Castro Marim mayor promises immediate support for wildfire victims
The Algarve’s second major wildfire this summer raged for nearly 40 hours this week in Castro Marim, Tavira and Vila Real de Santo António, destroying at least 6,800 hectares of land and the livelihood of several families. Castro Marim mayor Francisco Amaral has promised immediate support for the victims of the fire, saying they cannot wait for government support, which is “burdened by bureaucracy”.
Said Amaral in a statement to the press in which he announced the creation of a ‘support office’ for fire victims: “We have at least one family who lost everything in this fire. We cannot leave them helplessly waiting for support which will never take less than a year (to arrive).”
The council’s support measures will involve providing “urgent economic support” to farmers, helping replant destroyed crops, purchasing animal feed and opening an account to help those most affected by the blaze.
“These measures represent a considerable investment, but our administration believes they are fundamental to these people and our land,” says the local council.
Meanwhile, the regional agriculture director is due to visit Castro Marim on Thursday, August 19 to meet with the affected families and farmers at the Azinhal multiuse centre at 3pm.
The local council also says it will have a “mobile office” there to help people fill in their forms to request support.
DRAP, the regional agriculture board, has also confirmed that fire victims can already report their damages online (www.drapalgarve.gov.pt) or at any of its facilities in the Algarve.
The fire started at around 1am on Monday morning (August 16) before being brought under control shortly after 10.20am. However, the flames reignited later that afternoon and spread to the neighbouring boroughs of Tavira and Vila Real de Santo António.
The fire raged for nearly 40 hours, only being brought under control the following day at 4.02pm.
As the Resident went to press, over 400 firefighters were still spread out amongst the affected areas making sure that the flames did not reignite.
However, the way firefighting efforts were coordinated has been lambasted by Francisco Amaral.
According to the mayor, firefighting helicopters and planes should never have withdrawn after the fire was brought under control the first time.
He also said that the statements made on Tuesday by Secretary of State for Civil Protection, Patrícia Gaspar – who said that the firefighting efforts were “positive” as only 6,700 hectares of land were destroyed out of the 20,000 that were at risk – were “superficial and misleading”.
Not included in the mayor’s criticism were the more than 600 firefighters, police officers, Portuguese Red Cross members, INEM emergency workers, forestry and nature institute (ICNF) staff and charity association volunteers who played a “huge role” in stopping the flames.
The local council also thanked the citizens and businesses who have come forth with donations to help firefighting forces and those affected by the fires.

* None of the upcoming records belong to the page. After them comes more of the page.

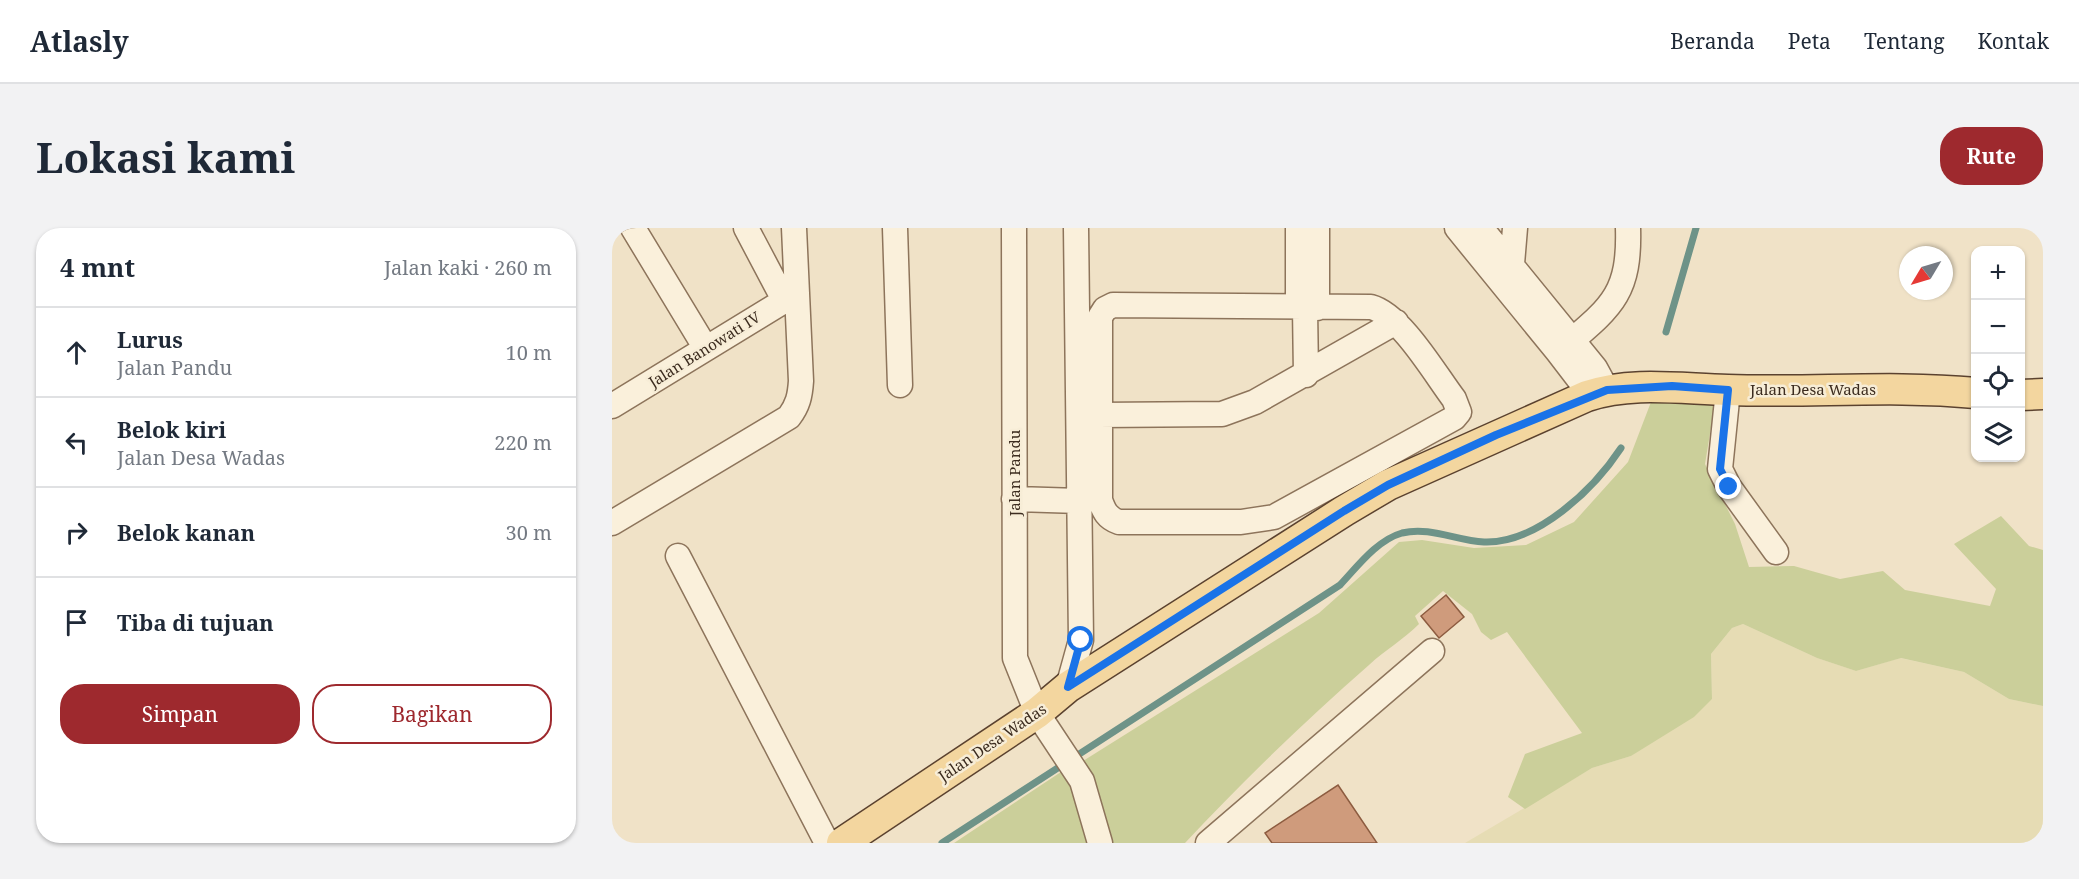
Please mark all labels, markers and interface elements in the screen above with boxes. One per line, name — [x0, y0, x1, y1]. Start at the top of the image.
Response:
text: Atlasly — [30, 22, 129, 60]
text: Beranda — [1670, 27, 1755, 55]
text: Peta — [1788, 27, 1831, 55]
text: Tentang — [1864, 27, 1945, 55]
text: Kontak — [1978, 27, 2049, 55]
button: Rute — [1940, 127, 2043, 185]
text: Lokasi kami — [36, 128, 295, 185]
north arrow — [1899, 246, 1953, 300]
map controls — [1971, 246, 2025, 462]
button: + — [1971, 246, 2025, 300]
text: 4 mnt — [60, 249, 135, 285]
text: Jalan kaki · 260 m — [384, 254, 552, 281]
button: − — [1971, 300, 2025, 354]
street label: Jalan Banowati IV — [644, 306, 764, 392]
text: Lurus — [117, 324, 183, 354]
icon: ahead — [60, 336, 93, 369]
text: 10 m — [506, 339, 552, 366]
text: Jalan Pandu — [117, 354, 232, 381]
button: locate — [1971, 354, 2025, 408]
street label: Jalan Desa Wadas — [1749, 379, 1876, 399]
button: layers — [1971, 408, 2025, 462]
text: Belok kiri — [117, 414, 226, 444]
icon: left — [60, 426, 93, 459]
text: 220 m — [494, 429, 552, 456]
street label: Jalan Pandu — [1004, 429, 1024, 517]
text: Jalan Desa Wadas — [117, 444, 285, 471]
route end — [1715, 473, 1741, 499]
icon: right — [60, 516, 93, 549]
text: Belok kanan — [117, 517, 255, 547]
text: 30 m — [506, 519, 552, 546]
icon: arrive — [60, 606, 93, 639]
text: Tiba di tujuan — [117, 607, 274, 637]
route start — [1067, 626, 1093, 652]
button: Simpan — [60, 684, 300, 744]
button: Bagikan — [312, 684, 552, 744]
street label: Jalan Desa Wadas — [933, 698, 1050, 786]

The East Algarve Walking Football team, for example, donated around €600-worth of food and water to the firefighters of Alcoutim.
ICNF to investigate death of 14 animals
One horror story that emerged in the wake of the wildfire was the death of at least 14 dogs at an illegal kennel in Santa Rita (Vila Real de Santo António) which was consumed by the flames. An investigation into the horrific event has been launched by the national forest and nature conservation institute (ICNF), which will attempt to understand how this illegal kennel was allowed to operate.
The alarm was sounded by political party PAN, which said that local authorities were already aware of the kennel’s existence – a statement denied by VRSA Mayor Luís Romão, who told Lusa news agency that the council first heard about it after the shocking incident.
He added that the council was involved in the rescue operations which removed nearly 200 animals (80 dogs and 110 cats) from the Castro Marim and VRSA inter-municipal kennel, and that the same could have been done for this kennel had the council known about it.
Alice Gil, a local resident, told Observador newspaper that the illegal kennel had been there “for years”. She said she warned its owners to check on the dogs due to the fire, but they reportedly claimed that they were barred by GNR police from reaching it.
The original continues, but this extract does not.